Supported object storage types for backups
Supported in K8ssandra Operator’s Medusa:
- local
- s3
- s3_compatible
- s3_rgw
- azure_blobs
- google_storage
Deploying Medusa
You can deploy Medusa on all Cassandra datacenters in the cluster through the addition of the medusa
section in the K8ssandraCluster
definition. Example:
apiVersion: k8ssandra.io/v1alpha1
kind: K8ssandraCluster
metadata:
name: demo
spec:
cassandra:
...
...
medusa:
storageProperties:
# Can be either of local, google_storage, azure_blobs, s3, s3_compatible, s3_rgw or ibm_storage
storageProvider: s3_compatible
# Name of the secret containing the credentials file to access the backup storage backend
storageSecretRef:
name: medusa-bucket-key
# Name of the storage bucket
bucketName: k8ssandra-medusa
# Prefix for this cluster in the storage bucket directory structure, used for multitenancy
prefix: test
# Host to connect to the storage backend (Omitted for GCS, S3, Azure and local).
host: minio.minio.svc.cluster.local
# Port to connect to the storage backend (Omitted for GCS, S3, Azure and local).
port: 9000
# Region of the storage bucket
# region: us-east-1
# Whether or not to use SSL to connect to the storage backend
secure: false
# Maximum backup age that the purge process should observe.
# 0 equals unlimited
# maxBackupAge: 0
# Maximum number of backups to keep (used by the purge process).
# 0 equals unlimited
# maxBackupCount: 0
# AWS Profile to use for authentication.
# apiProfile:
# transferMaxBandwidth: 50MB/s
# Number of concurrent uploads.
# Helps maximizing the speed of uploads but puts more pressure on the network.
# Defaults to 1.
# concurrentTransfers: 1
# File size in bytes over which cloud specific cli tools are used for transfer.
# Defaults to 100 MB.
# multiPartUploadThreshold: 104857600
# Age after which orphan sstables can be deleted from the storage backend.
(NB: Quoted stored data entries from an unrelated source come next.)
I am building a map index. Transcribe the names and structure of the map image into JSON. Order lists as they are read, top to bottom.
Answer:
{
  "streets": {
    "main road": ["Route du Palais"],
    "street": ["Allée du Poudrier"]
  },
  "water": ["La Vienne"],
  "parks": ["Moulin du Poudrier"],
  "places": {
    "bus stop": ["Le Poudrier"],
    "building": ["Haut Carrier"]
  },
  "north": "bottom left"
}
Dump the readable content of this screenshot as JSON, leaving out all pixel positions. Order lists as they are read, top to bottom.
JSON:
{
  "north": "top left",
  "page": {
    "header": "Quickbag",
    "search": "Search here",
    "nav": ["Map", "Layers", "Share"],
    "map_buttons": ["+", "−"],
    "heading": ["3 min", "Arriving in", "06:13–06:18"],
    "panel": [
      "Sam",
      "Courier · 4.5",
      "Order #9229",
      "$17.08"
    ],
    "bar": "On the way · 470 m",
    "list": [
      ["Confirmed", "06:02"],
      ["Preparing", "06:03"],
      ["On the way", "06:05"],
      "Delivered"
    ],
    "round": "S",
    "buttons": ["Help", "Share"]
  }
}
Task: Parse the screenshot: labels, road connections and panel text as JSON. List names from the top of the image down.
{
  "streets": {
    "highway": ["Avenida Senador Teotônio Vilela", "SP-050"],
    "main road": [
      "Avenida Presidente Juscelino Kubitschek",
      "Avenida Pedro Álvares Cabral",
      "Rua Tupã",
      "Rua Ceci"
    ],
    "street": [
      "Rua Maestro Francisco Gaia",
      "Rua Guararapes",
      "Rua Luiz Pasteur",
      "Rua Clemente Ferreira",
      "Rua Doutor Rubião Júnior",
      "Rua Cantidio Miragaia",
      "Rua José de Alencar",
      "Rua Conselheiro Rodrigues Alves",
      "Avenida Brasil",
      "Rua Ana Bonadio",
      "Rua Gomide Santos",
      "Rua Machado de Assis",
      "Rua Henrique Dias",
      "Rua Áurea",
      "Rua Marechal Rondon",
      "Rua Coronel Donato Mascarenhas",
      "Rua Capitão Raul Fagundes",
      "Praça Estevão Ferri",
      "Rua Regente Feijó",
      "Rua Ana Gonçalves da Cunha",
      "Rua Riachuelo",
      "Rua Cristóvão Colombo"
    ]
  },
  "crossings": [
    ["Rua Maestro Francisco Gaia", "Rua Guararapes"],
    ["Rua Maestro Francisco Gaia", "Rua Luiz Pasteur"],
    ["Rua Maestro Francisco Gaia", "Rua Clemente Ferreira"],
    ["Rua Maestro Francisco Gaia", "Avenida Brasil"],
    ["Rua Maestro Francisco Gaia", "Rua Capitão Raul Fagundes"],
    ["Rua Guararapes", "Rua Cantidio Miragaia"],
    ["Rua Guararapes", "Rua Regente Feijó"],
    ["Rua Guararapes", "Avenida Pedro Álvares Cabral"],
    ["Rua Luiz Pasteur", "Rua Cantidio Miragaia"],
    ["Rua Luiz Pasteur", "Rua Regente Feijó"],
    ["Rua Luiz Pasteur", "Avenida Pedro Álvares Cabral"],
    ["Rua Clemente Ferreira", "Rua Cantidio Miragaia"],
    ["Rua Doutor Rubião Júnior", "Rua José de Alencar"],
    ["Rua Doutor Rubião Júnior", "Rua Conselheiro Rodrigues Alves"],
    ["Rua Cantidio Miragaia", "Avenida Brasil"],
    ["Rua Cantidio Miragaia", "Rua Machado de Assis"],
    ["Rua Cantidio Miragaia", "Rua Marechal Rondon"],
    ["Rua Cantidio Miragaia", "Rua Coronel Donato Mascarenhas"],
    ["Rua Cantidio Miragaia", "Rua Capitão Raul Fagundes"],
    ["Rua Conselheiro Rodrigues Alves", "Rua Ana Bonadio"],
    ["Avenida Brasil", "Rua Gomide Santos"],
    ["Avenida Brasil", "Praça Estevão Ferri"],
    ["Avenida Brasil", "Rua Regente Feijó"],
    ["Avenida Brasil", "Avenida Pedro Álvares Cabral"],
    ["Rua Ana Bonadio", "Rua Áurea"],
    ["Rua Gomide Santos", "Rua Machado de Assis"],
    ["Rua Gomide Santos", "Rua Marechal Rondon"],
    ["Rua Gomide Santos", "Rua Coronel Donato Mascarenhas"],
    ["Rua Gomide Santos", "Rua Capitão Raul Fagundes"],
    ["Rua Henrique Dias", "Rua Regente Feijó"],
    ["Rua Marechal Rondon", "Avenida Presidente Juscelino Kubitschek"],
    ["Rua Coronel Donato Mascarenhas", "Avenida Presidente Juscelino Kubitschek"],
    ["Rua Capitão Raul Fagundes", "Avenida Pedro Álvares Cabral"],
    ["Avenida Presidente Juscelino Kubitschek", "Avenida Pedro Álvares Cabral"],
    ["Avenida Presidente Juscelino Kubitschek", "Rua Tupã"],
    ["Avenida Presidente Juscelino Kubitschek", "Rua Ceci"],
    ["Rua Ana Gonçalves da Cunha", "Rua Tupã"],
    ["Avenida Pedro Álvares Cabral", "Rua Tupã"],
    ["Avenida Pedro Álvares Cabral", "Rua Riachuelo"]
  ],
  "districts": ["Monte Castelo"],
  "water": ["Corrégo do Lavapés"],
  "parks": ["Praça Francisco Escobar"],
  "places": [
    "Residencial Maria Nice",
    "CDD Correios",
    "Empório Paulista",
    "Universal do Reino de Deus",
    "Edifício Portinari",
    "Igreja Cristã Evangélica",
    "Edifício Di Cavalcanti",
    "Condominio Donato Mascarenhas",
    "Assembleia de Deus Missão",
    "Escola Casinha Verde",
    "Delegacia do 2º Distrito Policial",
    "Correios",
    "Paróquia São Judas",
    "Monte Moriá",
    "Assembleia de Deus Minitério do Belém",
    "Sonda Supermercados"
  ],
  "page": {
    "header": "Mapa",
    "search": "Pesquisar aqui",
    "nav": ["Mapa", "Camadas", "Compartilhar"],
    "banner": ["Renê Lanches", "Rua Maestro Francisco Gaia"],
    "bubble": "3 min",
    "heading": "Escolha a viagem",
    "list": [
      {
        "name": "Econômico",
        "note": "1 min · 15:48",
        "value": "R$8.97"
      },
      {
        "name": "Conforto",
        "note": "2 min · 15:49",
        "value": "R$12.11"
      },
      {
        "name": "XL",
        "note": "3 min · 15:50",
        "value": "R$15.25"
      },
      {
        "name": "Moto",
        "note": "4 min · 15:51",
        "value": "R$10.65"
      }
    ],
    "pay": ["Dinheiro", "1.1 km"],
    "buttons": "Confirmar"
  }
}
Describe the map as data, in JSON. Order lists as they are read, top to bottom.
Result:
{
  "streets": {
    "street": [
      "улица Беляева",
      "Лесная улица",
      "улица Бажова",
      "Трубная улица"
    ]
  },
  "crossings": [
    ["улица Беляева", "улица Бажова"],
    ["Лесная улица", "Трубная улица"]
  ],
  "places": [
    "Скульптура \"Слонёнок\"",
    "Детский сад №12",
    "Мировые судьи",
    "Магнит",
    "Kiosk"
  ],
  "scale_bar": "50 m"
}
# Protects from race conditions between purge and ongoing backups.
# Defaults to 10 days.
# backupGracePeriodInDays: 10
# Pod storage settings to use for local storage (testing only)
# podStorage:
# storageClassName: standard
# accessModes:
# - ReadWriteOnce
# size: 100Mi
The definition above requires a secret named medusa-bucket-key
to be created in the target namespace before the K8ssandraCluster
object gets created. Use the following format for this secret:
apiVersion: v1
kind: Secret
metadata:
name: medusa-bucket-key
type: Opaque
stringData:
# Note that this currently has to be set to credentials!
credentials: |-
[default]
aws_access_key_id = minio_key
aws_secret_access_key = minio_secret
The file should always specify credentials
as shown in the example above; in that section, provide the expected format and credential values that are expected by Medusa for the chosen storage backend. For more, refer to the Medusa documentation to know which file format should used for each supported storage backend.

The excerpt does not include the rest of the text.